Problem description | Could you print every entry below exactly as given?

Source data |

*****

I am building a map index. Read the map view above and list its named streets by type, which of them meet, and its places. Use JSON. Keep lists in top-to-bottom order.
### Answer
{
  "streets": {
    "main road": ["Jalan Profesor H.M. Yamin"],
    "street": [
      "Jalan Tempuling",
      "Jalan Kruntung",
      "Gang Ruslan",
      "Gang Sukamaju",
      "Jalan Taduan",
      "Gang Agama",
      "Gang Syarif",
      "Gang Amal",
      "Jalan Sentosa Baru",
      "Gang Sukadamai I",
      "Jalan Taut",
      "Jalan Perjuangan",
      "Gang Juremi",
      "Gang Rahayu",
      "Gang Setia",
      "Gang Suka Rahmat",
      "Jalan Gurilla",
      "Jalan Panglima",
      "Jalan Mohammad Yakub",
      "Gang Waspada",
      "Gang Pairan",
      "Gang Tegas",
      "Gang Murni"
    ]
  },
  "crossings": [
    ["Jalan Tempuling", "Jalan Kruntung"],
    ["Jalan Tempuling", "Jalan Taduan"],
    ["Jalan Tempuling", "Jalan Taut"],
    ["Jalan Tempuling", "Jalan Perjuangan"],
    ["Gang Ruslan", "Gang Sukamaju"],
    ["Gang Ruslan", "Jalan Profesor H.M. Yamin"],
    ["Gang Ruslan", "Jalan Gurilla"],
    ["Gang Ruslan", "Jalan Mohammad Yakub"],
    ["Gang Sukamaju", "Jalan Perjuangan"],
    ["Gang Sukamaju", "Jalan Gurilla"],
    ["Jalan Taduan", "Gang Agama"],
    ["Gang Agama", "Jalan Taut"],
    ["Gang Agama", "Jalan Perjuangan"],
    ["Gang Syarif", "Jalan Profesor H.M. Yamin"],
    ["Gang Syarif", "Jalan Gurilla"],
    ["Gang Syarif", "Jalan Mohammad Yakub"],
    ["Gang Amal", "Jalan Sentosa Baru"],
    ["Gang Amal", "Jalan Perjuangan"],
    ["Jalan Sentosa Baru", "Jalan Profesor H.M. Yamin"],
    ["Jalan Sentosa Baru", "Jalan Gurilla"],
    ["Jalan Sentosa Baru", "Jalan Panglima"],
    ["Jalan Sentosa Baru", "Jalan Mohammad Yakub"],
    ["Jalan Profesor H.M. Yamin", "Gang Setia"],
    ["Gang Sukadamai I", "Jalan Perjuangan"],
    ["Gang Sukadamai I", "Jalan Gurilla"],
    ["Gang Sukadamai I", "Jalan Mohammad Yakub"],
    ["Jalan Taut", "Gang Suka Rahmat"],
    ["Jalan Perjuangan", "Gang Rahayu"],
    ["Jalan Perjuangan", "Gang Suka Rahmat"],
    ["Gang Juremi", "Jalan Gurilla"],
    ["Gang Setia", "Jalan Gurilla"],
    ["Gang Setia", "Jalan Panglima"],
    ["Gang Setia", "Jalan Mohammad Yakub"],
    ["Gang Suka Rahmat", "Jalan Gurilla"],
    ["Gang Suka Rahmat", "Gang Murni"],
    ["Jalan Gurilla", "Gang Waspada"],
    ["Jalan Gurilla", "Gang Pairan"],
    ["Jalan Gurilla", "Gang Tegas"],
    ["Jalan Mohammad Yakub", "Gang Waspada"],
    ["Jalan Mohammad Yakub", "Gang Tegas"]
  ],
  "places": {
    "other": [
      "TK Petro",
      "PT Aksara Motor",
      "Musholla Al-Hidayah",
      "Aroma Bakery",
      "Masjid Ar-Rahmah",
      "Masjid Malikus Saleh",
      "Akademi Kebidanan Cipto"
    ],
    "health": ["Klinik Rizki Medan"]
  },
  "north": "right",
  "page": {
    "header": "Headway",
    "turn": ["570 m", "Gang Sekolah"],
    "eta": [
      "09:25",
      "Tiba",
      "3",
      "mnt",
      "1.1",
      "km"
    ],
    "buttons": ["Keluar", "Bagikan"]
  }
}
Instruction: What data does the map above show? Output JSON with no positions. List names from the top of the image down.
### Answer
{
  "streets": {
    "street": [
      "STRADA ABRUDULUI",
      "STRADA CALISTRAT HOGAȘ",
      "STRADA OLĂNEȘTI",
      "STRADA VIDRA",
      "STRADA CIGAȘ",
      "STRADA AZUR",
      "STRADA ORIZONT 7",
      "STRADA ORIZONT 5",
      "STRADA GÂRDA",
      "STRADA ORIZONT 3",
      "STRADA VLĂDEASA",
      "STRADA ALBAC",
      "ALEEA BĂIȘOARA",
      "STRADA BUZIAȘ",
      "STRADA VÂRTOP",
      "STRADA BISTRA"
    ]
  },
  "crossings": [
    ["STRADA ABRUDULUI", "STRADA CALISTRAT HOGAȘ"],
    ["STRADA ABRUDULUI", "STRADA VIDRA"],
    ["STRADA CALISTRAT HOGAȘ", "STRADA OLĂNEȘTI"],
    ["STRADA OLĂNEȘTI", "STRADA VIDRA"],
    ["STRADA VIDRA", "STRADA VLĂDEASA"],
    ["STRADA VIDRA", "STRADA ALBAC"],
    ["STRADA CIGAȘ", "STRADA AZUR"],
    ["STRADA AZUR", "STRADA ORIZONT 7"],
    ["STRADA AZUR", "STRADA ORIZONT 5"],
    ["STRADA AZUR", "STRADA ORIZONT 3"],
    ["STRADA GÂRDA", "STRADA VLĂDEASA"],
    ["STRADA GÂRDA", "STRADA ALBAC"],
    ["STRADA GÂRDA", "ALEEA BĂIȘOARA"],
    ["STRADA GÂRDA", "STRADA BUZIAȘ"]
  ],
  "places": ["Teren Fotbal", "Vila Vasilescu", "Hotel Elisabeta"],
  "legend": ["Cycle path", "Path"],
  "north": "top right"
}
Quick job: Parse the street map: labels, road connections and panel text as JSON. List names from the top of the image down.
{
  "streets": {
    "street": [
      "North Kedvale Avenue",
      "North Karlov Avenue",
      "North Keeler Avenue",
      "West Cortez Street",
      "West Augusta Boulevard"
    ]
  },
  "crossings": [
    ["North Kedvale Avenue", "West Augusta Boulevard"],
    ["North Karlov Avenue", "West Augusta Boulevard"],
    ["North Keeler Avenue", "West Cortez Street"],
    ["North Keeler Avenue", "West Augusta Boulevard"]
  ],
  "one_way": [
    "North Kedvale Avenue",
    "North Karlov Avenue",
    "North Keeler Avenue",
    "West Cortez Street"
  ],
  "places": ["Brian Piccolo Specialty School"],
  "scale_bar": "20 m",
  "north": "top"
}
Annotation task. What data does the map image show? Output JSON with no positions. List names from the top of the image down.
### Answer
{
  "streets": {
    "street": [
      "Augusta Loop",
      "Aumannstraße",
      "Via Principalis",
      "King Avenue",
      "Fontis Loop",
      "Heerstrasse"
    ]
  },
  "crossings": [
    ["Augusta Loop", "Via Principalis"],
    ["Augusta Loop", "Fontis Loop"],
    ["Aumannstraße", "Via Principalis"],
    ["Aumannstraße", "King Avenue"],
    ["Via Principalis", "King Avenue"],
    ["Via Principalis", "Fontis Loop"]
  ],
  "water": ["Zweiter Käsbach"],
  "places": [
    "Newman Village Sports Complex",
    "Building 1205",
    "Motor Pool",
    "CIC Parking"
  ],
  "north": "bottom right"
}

*****

Exercise response |
I am building a map index. Read the map view above and list its named streets by type, which of them meet, and its places. Use JSON. Keep lists in top-to-bottom order.
### Answer
{
  "streets": {
    "main road": ["Jalan Profesor H.M. Yamin"],
    "street": [
      "Jalan Tempuling",
      "Jalan Kruntung",
      "Gang Ruslan",
      "Gang Sukamaju",
      "Jalan Taduan",
      "Gang Agama",
      "Gang Syarif",
      "Gang Amal",
      "Jalan Sentosa Baru",
      "Gang Sukadamai I",
      "Jalan Taut",
      "Jalan Perjuangan",
      "Gang Juremi",
      "Gang Rahayu",
      "Gang Setia",
      "Gang Suka Rahmat",
      "Jalan Gurilla",
      "Jalan Panglima",
      "Jalan Mohammad Yakub",
      "Gang Waspada",
      "Gang Pairan",
      "Gang Tegas",
      "Gang Murni"
    ]
  },
  "crossings": [
    ["Jalan Tempuling", "Jalan Kruntung"],
    ["Jalan Tempuling", "Jalan Taduan"],
    ["Jalan Tempuling", "Jalan Taut"],
    ["Jalan Tempuling", "Jalan Perjuangan"],
    ["Gang Ruslan", "Gang Sukamaju"],
    ["Gang Ruslan", "Jalan Profesor H.M. Yamin"],
    ["Gang Ruslan", "Jalan Gurilla"],
    ["Gang Ruslan", "Jalan Mohammad Yakub"],
    ["Gang Sukamaju", "Jalan Perjuangan"],
    ["Gang Sukamaju", "Jalan Gurilla"],
    ["Jalan Taduan", "Gang Agama"],
    ["Gang Agama", "Jalan Taut"],
    ["Gang Agama", "Jalan Perjuangan"],
    ["Gang Syarif", "Jalan Profesor H.M. Yamin"],
    ["Gang Syarif", "Jalan Gurilla"],
    ["Gang Syarif", "Jalan Mohammad Yakub"],
    ["Gang Amal", "Jalan Sentosa Baru"],
    ["Gang Amal", "Jalan Perjuangan"],
    ["Jalan Sentosa Baru", "Jalan Profesor H.M. Yamin"],
    ["Jalan Sentosa Baru", "Jalan Gurilla"],
    ["Jalan Sentosa Baru", "Jalan Panglima"],
    ["Jalan Sentosa Baru", "Jalan Mohammad Yakub"],
    ["Jalan Profesor H.M. Yamin", "Gang Setia"],
    ["Gang Sukadamai I", "Jalan Perjuangan"],
    ["Gang Sukadamai I", "Jalan Gurilla"],
    ["Gang Sukadamai I", "Jalan Mohammad Yakub"],
    ["Jalan Taut", "Gang Suka Rahmat"],
    ["Jalan Perjuangan", "Gang Rahayu"],
    ["Jalan Perjuangan", "Gang Suka Rahmat"],
    ["Gang Juremi", "Jalan Gurilla"],
    ["Gang Setia", "Jalan Gurilla"],
    ["Gang Setia", "Jalan Panglima"],
    ["Gang Setia", "Jalan Mohammad Yakub"],
    ["Gang Suka Rahmat", "Jalan Gurilla"],
    ["Gang Suka Rahmat", "Gang Murni"],
    ["Jalan Gurilla", "Gang Waspada"],
    ["Jalan Gurilla", "Gang Pairan"],
    ["Jalan Gurilla", "Gang Tegas"],
    ["Jalan Mohammad Yakub", "Gang Waspada"],
    ["Jalan Mohammad Yakub", "Gang Tegas"]
  ],
  "places": {
    "other": [
      "TK Petro",
      "PT Aksara Motor",
      "Musholla Al-Hidayah",
      "Aroma Bakery",
      "Masjid Ar-Rahmah",
      "Masjid Malikus Saleh",
      "Akademi Kebidanan Cipto"
    ],
    "health": ["Klinik Rizki Medan"]
  },
  "north": "right",
  "page": {
    "header": "Headway",
    "turn": ["570 m", "Gang Sekolah"],
    "eta": [
      "09:25",
      "Tiba",
      "3",
      "mnt",
      "1.1",
      "km"
    ],
    "buttons": ["Keluar", "Bagikan"]
  }
}
Instruction: What data does the map above show? Output JSON with no positions. List names from the top of the image down.
### Answer
{
  "streets": {
    "street": [
      "STRADA ABRUDULUI",
      "STRADA CALISTRAT HOGAȘ",
      "STRADA OLĂNEȘTI",
      "STRADA VIDRA",
      "STRADA CIGAȘ",
      "STRADA AZUR",
      "STRADA ORIZONT 7",
      "STRADA ORIZONT 5",
      "STRADA GÂRDA",
      "STRADA ORIZONT 3",
      "STRADA VLĂDEASA",
      "STRADA ALBAC",
      "ALEEA BĂIȘOARA",
      "STRADA BUZIAȘ",
      "STRADA VÂRTOP",
      "STRADA BISTRA"
    ]
  },
  "crossings": [
    ["STRADA ABRUDULUI", "STRADA CALISTRAT HOGAȘ"],
    ["STRADA ABRUDULUI", "STRADA VIDRA"],
    ["STRADA CALISTRAT HOGAȘ", "STRADA OLĂNEȘTI"],
    ["STRADA OLĂNEȘTI", "STRADA VIDRA"],
    ["STRADA VIDRA", "STRADA VLĂDEASA"],
    ["STRADA VIDRA", "STRADA ALBAC"],
    ["STRADA CIGAȘ", "STRADA AZUR"],
    ["STRADA AZUR", "STRADA ORIZONT 7"],
    ["STRADA AZUR", "STRADA ORIZONT 5"],
    ["STRADA AZUR", "STRADA ORIZONT 3"],
    ["STRADA GÂRDA", "STRADA VLĂDEASA"],
    ["STRADA GÂRDA", "STRADA ALBAC"],
    ["STRADA GÂRDA", "ALEEA BĂIȘOARA"],
    ["STRADA GÂRDA", "STRADA BUZIAȘ"]
  ],
  "places": ["Teren Fotbal", "Vila Vasilescu", "Hotel Elisabeta"],
  "legend": ["Cycle path", "Path"],
  "north": "top right"
}
Quick job: Parse the street map: labels, road connections and panel text as JSON. List names from the top of the image down.
{
  "streets": {
    "street": [
      "North Kedvale Avenue",
      "North Karlov Avenue",
      "North Keeler Avenue",
      "West Cortez Street",
      "West Augusta Boulevard"
    ]
  },
  "crossings": [
    ["North Kedvale Avenue", "West Augusta Boulevard"],
    ["North Karlov Avenue", "West Augusta Boulevard"],
    ["North Keeler Avenue", "West Cortez Street"],
    ["North Keeler Avenue", "West Augusta Boulevard"]
  ],
  "one_way": [
    "North Kedvale Avenue",
    "North Karlov Avenue",
    "North Keeler Avenue",
    "West Cortez Street"
  ],
  "places": ["Brian Piccolo Specialty School"],
  "scale_bar": "20 m",
  "north": "top"
}
Annotation task. What data does the map image show? Output JSON with no positions. List names from the top of the image down.
### Answer
{
  "streets": {
    "street": [
      "Augusta Loop",
      "Aumannstraße",
      "Via Principalis",
      "King Avenue",
      "Fontis Loop",
      "Heerstrasse"
    ]
  },
  "crossings": [
    ["Augusta Loop", "Via Principalis"],
    ["Augusta Loop", "Fontis Loop"],
    ["Aumannstraße", "Via Principalis"],
    ["Aumannstraße", "King Avenue"],
    ["Via Principalis", "King Avenue"],
    ["Via Principalis", "Fontis Loop"]
  ],
  "water": ["Zweiter Käsbach"],
  "places": [
    "Newman Village Sports Complex",
    "Building 1205",
    "Motor Pool",
    "CIC Parking"
  ],
  "north": "bottom right"
}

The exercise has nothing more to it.